* [EXERCISE OBJECTIVE]
I'd like every record given again exactly, please.

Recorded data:
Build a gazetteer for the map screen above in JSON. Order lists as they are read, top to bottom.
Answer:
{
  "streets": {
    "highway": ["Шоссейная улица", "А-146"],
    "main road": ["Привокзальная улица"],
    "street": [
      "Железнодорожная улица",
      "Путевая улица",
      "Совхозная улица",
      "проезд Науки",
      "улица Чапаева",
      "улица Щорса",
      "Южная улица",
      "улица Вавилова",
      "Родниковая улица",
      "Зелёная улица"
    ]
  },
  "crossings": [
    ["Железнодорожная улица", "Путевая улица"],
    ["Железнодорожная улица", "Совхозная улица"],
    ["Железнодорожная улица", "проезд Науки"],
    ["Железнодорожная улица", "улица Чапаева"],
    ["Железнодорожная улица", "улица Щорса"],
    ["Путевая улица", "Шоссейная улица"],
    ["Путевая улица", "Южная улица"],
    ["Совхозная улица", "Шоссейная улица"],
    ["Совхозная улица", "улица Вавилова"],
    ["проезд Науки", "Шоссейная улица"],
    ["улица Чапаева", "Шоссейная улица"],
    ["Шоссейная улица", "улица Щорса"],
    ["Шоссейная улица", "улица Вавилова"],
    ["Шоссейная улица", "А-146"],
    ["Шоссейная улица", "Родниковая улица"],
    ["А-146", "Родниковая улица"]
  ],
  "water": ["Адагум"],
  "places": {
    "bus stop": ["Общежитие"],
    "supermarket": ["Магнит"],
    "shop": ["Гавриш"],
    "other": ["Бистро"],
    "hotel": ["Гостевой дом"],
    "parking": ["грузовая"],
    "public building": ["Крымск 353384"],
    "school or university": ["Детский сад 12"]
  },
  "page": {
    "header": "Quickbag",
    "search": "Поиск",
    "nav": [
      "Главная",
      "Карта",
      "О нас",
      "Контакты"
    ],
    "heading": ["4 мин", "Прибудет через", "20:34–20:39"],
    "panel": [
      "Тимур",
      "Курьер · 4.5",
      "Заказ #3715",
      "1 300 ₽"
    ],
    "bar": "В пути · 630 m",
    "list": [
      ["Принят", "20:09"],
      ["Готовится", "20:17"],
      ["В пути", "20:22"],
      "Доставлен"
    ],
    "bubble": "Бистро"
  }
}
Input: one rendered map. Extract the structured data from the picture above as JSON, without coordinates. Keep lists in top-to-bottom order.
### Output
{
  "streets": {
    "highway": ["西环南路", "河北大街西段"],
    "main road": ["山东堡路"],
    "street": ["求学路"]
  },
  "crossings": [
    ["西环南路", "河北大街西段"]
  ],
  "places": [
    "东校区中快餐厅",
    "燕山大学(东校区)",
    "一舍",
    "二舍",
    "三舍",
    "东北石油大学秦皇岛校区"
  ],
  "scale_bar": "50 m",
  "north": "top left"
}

* [OUTPUT]
Build a gazetteer for the map screen above in JSON. Order lists as they are read, top to bottom.
Answer:
{
  "streets": {
    "highway": ["Шоссейная улица", "А-146"],
    "main road": ["Привокзальная улица"],
    "street": [
      "Железнодорожная улица",
      "Путевая улица",
      "Совхозная улица",
      "проезд Науки",
      "улица Чапаева",
      "улица Щорса",
      "Южная улица",
      "улица Вавилова",
      "Родниковая улица",
      "Зелёная улица"
    ]
  },
  "crossings": [
    ["Железнодорожная улица", "Путевая улица"],
    ["Железнодорожная улица", "Совхозная улица"],
    ["Железнодорожная улица", "проезд Науки"],
    ["Железнодорожная улица", "улица Чапаева"],
    ["Железнодорожная улица", "улица Щорса"],
    ["Путевая улица", "Шоссейная улица"],
    ["Путевая улица", "Южная улица"],
    ["Совхозная улица", "Шоссейная улица"],
    ["Совхозная улица", "улица Вавилова"],
    ["проезд Науки", "Шоссейная улица"],
    ["улица Чапаева", "Шоссейная улица"],
    ["Шоссейная улица", "улица Щорса"],
    ["Шоссейная улица", "улица Вавилова"],
    ["Шоссейная улица", "А-146"],
    ["Шоссейная улица", "Родниковая улица"],
    ["А-146", "Родниковая улица"]
  ],
  "water": ["Адагум"],
  "places": {
    "bus stop": ["Общежитие"],
    "supermarket": ["Магнит"],
    "shop": ["Гавриш"],
    "other": ["Бистро"],
    "hotel": ["Гостевой дом"],
    "parking": ["грузовая"],
    "public building": ["Крымск 353384"],
    "school or university": ["Детский сад 12"]
  },
  "page": {
    "header": "Quickbag",
    "search": "Поиск",
    "nav": [
      "Главная",
      "Карта",
      "О нас",
      "Контакты"
    ],
    "heading": ["4 мин", "Прибудет через", "20:34–20:39"],
    "panel": [
      "Тимур",
      "Курьер · 4.5",
      "Заказ #3715",
      "1 300 ₽"
    ],
    "bar": "В пути · 630 m",
    "list": [
      ["Принят", "20:09"],
      ["Готовится", "20:17"],
      ["В пути", "20:22"],
      "Доставлен"
    ],
    "bubble": "Бистро"
  }
}
Input: one rendered map. Extract the structured data from the picture above as JSON, without coordinates. Keep lists in top-to-bottom order.
### Output
{
  "streets": {
    "highway": ["西环南路", "河北大街西段"],
    "main road": ["山东堡路"],
    "street": ["求学路"]
  },
  "crossings": [
    ["西环南路", "河北大街西段"]
  ],
  "places": [
    "东校区中快餐厅",
    "燕山大学(东校区)",
    "一舍",
    "二舍",
    "三舍",
    "东北石油大学秦皇岛校区"
  ],
  "scale_bar": "50 m",
  "north": "top left"
}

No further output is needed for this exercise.